The parallel is not accidental. The milieu of advisers, former Labour staffers, trade-union full-timers and professional campaigners who clustered around Corbyn in Labour has reassembled itself around him in Your Party. They have brought with them the instincts acquired over a decade inside a mass reformist apparatus. Those instincts are not socialist; they are the reflexes of a social layer whose position depends on managing the relationship between the organised working class and the capitalist state — containing the former, reassuring the latter.
What can be salvaged
The struggle over Your Party’s character has now been concluded, from above. The expulsions are a fact. The question for the period ahead is what can be salvaged from the experience.
Thousands joined Your Party to build something that would put the working class first, at home and abroad, and challenge the machine politics of the official labour movement. That aspiration persists, even if this particular vehicle has been crippled by its own leadership. Branches were formed, campaigning networks built, new militants entered organised politics for the first time. None of that disappears because the apparatus has chosen this course.
The most useful next step for the surviving branches, socialist organisations and individual activists is to orient outward — to the working-class struggles of the coming period: the fight against council cuts, the cost-of-living crisis, solidarity with striking workers, the defence of migrants, opposition to racism and the far right, and resistance to the rearmament drive. A united front on that basis — directed at trade unions, workplace militants and community campaigns, not confined to the organised left — could give concrete political content to the call for a workers’ party, and keep the best forces of Your Party’s experience together in common struggle while the wider questions of programme and organisation are fought out.
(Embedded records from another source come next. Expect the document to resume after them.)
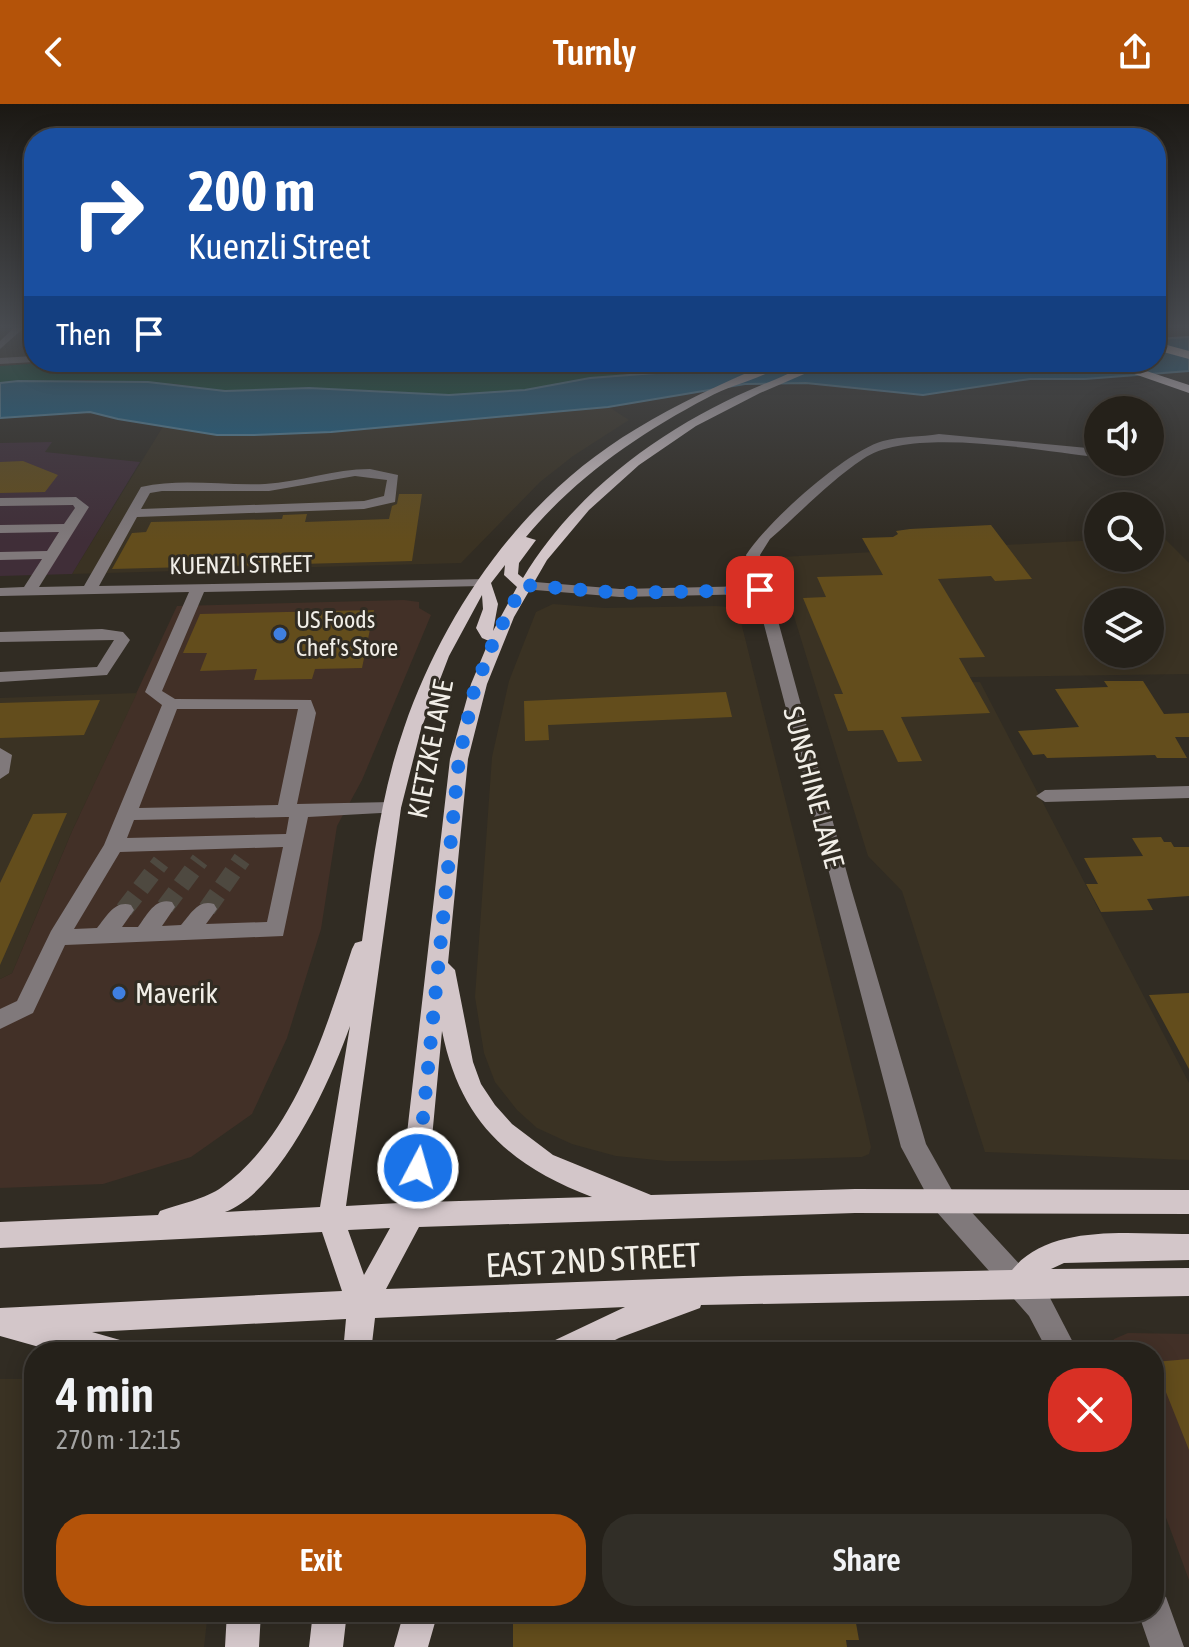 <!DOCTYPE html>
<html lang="en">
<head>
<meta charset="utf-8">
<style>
	:root { --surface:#25211a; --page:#312e27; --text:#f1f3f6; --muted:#a3a3a2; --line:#423e39; --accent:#b45309 }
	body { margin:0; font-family:"Asap Condensed",sans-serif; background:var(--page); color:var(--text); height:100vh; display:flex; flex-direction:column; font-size:30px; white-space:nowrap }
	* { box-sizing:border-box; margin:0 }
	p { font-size:26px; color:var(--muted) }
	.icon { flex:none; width:44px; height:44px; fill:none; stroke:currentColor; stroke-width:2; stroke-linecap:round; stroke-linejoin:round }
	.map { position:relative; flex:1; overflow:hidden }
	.panel { position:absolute; left:24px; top:1238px; width:1140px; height:280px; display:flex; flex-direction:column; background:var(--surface); border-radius:32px; box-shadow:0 4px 20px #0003,0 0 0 2px var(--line) }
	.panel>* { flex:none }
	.banner { position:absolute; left:24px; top:24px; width:1142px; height:244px; border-radius:32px; box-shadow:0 4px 20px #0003,0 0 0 2px var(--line); background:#1a4fa0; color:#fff; overflow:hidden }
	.tools { position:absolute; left:1084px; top:292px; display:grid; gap:16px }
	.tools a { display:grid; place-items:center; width:80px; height:80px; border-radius:50%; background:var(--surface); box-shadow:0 4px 20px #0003,0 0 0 2px var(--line); font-size:40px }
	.pin { position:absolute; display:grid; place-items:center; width:68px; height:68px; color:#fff; margin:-34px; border-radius:16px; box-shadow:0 4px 12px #0006 }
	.me { position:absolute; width:88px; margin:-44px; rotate:6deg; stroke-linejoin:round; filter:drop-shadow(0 0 6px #0008) }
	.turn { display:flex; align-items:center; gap:28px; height:168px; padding:0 32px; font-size:36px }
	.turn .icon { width:104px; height:104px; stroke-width:2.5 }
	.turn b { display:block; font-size:56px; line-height:68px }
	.then { display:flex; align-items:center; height:76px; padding:0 32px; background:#0003; gap:16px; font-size:30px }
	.round { display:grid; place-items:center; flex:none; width:84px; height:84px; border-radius:32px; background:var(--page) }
	.overview { display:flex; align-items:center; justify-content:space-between; height:136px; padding:0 32px }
	h1 { font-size:48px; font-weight:600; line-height:60px }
	.button { display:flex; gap:16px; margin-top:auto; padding:16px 32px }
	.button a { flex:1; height:92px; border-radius:32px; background:var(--accent); color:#fff; font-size:32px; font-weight:600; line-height:92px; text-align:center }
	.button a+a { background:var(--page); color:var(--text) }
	header { display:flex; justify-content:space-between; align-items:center; height:104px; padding:0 32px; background:var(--accent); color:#fff; font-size:36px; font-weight:600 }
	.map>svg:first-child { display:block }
	.commercial { fill:#423027 }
	.built { fill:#3a3223; fill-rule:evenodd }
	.medical { fill:#402e38 }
	.green { fill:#035034 }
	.water { fill:#17658e; stroke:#588ea9; stroke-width:2 }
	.building { fill:#634d1c }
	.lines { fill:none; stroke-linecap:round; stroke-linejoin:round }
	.minor-tunnel { stroke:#4e4940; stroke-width:18; stroke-dasharray:18 9; stroke-linecap:butt }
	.minor { fill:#80797b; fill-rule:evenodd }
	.major { fill:#d3c6c9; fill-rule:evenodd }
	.highway { fill:#f4e4e8; fill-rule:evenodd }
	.route { stroke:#1a73e8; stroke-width:14; stroke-dasharray:0 25.2 }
	.shop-dot { fill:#3f7fe0; stroke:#312c23; stroke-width:3 }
	.labels { text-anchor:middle; stroke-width:6; stroke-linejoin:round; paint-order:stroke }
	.far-street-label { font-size:24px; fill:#f1eee7; stroke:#312c23 }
	.far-poi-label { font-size:24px; fill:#f1eee7; stroke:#312c23; text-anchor:start }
	.street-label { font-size:28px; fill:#f1eee7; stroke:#312c23 }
	.poi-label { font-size:28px; fill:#f1eee7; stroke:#312c23; text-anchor:start }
	.near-street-label { font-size:34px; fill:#f1eee7; stroke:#312c23 }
</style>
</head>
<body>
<header><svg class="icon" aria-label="back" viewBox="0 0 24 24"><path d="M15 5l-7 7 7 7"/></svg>Turnly<svg class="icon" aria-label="share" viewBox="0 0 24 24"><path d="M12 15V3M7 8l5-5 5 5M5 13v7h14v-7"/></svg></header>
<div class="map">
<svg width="1189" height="1543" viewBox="0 0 1189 1543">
	<rect width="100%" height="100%" fill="#312c23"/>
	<path class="commercial" d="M404 496 419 498V504L431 511 362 676 337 722 321 825 287 934 252 1010 191 1053 103 1080 0 1084V875L12 869 72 727 177 502Z
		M1128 1229 1189 1230V1476L1154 1381V1248H1107L1114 1235Z"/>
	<path class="built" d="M0 221H34V258H58L0 262Z
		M609 303 629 316 573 352 540 378 461 459 72 470 164 321 217 331H253L331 328Z
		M1150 433H1163L1189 459V570L975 573 855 580 980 578 1189 979V1056L985 1048 902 787 868 752 780 467 781 453 1098 436V454H1150ZM1098 498H1150V550H1098Z
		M553 500 605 504 716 502 730 503 739 510 864 1012 871 1043 869 1050 862 1053 727 1057H666L616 1052 572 1040 537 1024 517 1006 495 978 484 949 475 893 492 653 509 577 536 508Z
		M137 589 72 727 12 869 0 875V594Z
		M0 1275H34V1508H208L204 1543H0Z"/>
	<path class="medical" d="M52 338 45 348 140 358 72 470 0 472V339Z"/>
	<path class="green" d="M58 258H760L590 274 525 286 449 291 309 284 225 287 176 280 88 276 0 279V262Z"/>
	<path class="water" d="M1189 233V267L1085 275H1030L923 291 806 279 745 280 608 303 331 328 253 331H217L118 315 90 308 0 314V279L18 277 148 278 225 287 309 284 449 291 525 286 590 274 775 260 1156 258V235Z"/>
	<path class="building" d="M23 357 58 371 45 388 0 389V358Z
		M399 390H422L412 457 112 465 132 429 146 428 151 418 282 415 283 411 307 410 305 418 389 415 392 402 397 400Z
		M991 421 1032 475 995 477 991 472 938 475 985 553 959 554 990 609 901 613 922 657 898 658 883 626 848 627 834 590H843L803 494 826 493 817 473 883 471 862 434 893 433 898 430 896 427 910 425Z
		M374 506 362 564 315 565 312 575 254 576 257 565 200 567 207 549H183L200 510Z
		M1104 577H1143L1164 610 1189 609V633H1175L1187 654H1157L1155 651 1047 654 1044 650 1033 651 1018 627 1079 623 1055 585 1108 583Z
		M726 588 732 613 548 621 549 636 525 637 524 597Z
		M100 596 84 631 0 634V599Z
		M67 709 45 759 0 861V779L33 710Z
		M1161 733 1164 738H1171L1174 743H1189V792L1147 795 1153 806 1101 808 1086 780H1098L1084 754 1143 752 1132 734Z
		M1189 889V965L1149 891Z
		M1189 1255V1346L1154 1258Z
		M513 1508H854L859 1536H846L847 1543H513Z"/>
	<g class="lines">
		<path class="minor-tunnel" d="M165 803 200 756
			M207 805 242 755
			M124 806 161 758"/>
		<path class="minor" d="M17 221H27L0 245V237Z
			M34 252V258L0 260V254Z
			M939 330 1098 345V353C1040 347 910 322 863 355 830 377 801 408 770 435L760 451 851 784 926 1040 953 1088 1049 1192 1078 1248H1048L1029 1212 935 1106 901 1043 756 490 620 493 523 485 516 481 523 477 620 485 754 482 746 451C767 418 846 347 883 337 901 332 921 333 939 330Z
			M370 365 398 371 395 398 364 405 137 413 99 482 487 475 489 478 482 482 204 488 162 587 175 595 311 596 316 609 297 700 392 698 399 700 401 704 399 708 308 713 283 832 65 841 33 909 0 925V905L17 897 51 827 104 741 162 601 145 588 189 488 0 492V484L24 483 42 455 0 456V448L47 447 59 428 0 429V421L64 420 75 404 73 401 0 402V394L76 393 89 403 39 483 84 482 141 383C182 374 223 382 265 380 300 378 334 365 370 365ZM355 372 387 376 384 392 364 397 141 405 150 389 162 387H269ZM177 605H298L278 701 139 704ZM286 713H289L286 730 127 734 134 716ZM283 743 267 818 206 820 217 805 214 800C198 795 191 810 181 821L162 822 175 803 172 798C155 793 147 811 138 823H122L134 806 131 801C115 796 107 812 97 824L74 825 120 748Z
			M102 525 123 528 130 536 107 571 0 578V568L97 563 114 536 0 538V528Z
			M0 644 12 651 9 669 0 675Z
			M1189 682V694L1045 698 1036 692 1045 686Z
			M1154 1488 1166 1493 1184 1543H1150L1138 1508H1154Z"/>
		<path class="major" d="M772 258H786C764 275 732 280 707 294 640 329 575 374 526 433L536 436 519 459 518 470 523 474C579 381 675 315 774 276 793 268 811 258 832 258L760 289 696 322 639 361 589 406 547 456 514 513 487 580 468 655 448 859 455 866 473 958 481 980 495 1001 512 1020 553 1051 651 1091 855 1085 1189 1086V1110L855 1109 419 1123 386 1185 743 1172 1012 1166C1051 1118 1133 1131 1189 1130V1156L1064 1159 1051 1165 1189 1164V1192L701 1201 700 1204 619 1234 591 1248H547L551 1238 625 1203 375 1214 371 1248H343L346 1215 92 1228 127 1238 131 1248H57L0 1232V1204L342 1187 322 1128 0 1144V1118L158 1111 160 1107C179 1100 206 1095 222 1083 295 1030 325 927 352 845L355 839 362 837C372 766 380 692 404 624 446 503 525 391 636 325 680 298 725 278 772 258ZM505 461 504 471 517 483 493 527 498 500 491 479ZM482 491 483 505 476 524 482 534 489 537 471 580 450 655 399 1099 346 1102 401 704 421 625 449 552ZM350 922 320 1103 225 1108C281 1087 331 976 350 922ZM442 927C460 1016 508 1061 592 1093L426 1098ZM390 1124 364 1171 348 1126Z
			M227 1508H261L259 1543H225Z
			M313 1508H347L343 1543H309Z
			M404 1508H438L428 1543H394Z"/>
		<path class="highway" d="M1156 238 1189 247V255L1156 246Z
			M1100 258H1119L1189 281V289Z"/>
	</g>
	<linearGradient id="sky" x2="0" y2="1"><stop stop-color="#1b1813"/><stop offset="0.51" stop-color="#484b50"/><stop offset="1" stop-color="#484b50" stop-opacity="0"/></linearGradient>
	<rect width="1189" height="437" fill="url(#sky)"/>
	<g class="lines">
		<path class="route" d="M418 1064 459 655 474 587 495 534 523 481 620 489 760 486"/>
	</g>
	<g class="shop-dot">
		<circle cx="280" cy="530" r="8"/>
		<circle cx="119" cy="889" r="8"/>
	</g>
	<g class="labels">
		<g class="far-street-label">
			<text transform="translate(241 461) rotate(-1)" y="8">KUENZLI STREET</text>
		</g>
		<g class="far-poi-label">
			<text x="296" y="524">US Foods<tspan x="296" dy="28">Chef's Store</tspan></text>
		</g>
		<g class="street-label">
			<text transform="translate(430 645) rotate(-79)" y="10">KIETZKE LANE</text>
			<text transform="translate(814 683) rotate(75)" y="10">SUNSHINE LANE</text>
		</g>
		<g class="poi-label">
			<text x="135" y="899">Maverik</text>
		</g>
		<g class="near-street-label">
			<text transform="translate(593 1156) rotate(-3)" y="12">EAST 2ND STREET</text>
		</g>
	</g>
</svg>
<div class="tools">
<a><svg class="icon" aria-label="sound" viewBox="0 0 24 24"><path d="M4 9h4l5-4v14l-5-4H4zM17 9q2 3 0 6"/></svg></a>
<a><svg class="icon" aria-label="search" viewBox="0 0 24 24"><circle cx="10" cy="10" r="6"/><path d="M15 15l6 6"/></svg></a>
<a><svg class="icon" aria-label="layers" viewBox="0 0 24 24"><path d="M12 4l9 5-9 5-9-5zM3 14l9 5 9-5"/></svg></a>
</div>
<div class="pin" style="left:760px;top:486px;background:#d93025"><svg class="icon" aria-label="arrive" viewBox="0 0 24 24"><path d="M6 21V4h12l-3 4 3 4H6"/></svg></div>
<svg class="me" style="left:418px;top:1064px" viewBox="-20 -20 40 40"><circle r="17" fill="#1a73e8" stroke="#fff" stroke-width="3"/><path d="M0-11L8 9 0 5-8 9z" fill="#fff"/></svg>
<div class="banner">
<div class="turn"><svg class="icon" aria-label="right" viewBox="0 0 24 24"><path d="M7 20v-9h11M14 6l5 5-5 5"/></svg><div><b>200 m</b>Kuenzli Street</div></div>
<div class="then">Then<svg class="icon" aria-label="arrive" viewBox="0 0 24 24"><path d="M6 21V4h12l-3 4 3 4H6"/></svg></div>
</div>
<section class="panel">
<div class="overview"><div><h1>4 min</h1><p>270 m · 12:15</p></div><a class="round" style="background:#d93025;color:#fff"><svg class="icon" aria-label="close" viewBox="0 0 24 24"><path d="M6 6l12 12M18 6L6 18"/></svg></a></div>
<div class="button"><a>Exit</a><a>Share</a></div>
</section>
</div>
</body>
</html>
Those questions cannot be pre-empted. They can only be answered through serious political debate, within whatever association of branches and socialist tendencies emerges from the wreckage, and on the basis of the open right of tendencies to organise and argue for their positions. A revolutionary organisation should not pretend it has all the answers; it must be prepared to learn from the class. But a political programme — a strategy to lead today’s struggles toward socialism — cannot be gleaned from the work of local branches alone. It has to address the great questions of the day, and the greatest question facing the movement today is still the one Your Party’s collapse has once again posed: reform or revolution?
For socialists internationally, the lesson is a familiar one, sharpened once more by experience. Left populism offers an apparently shorter road to political influence than the patient construction of a revolutionary workers’ party. It does so by substituting the authority of a leader, an electoral brand, and a technocratic apparatus for the collective political life of the class. Where it is tested by real struggle — or by the simple pressure of its own politicising members — its bureaucratic core reasserts itself against its base. Podemos, La France Insoumise, Syriza, and now Your Party: the details differ, but the basic dynamic does not.
The task remains to build, in Britain and internationally, a revolutionary party rooted in the working class, open in its debates, and armed with a programme capable of leading struggle toward power. Anything less reproduces, under new branding, the same limitations that have repeatedly blocked the emergence of a mass socialist alternative.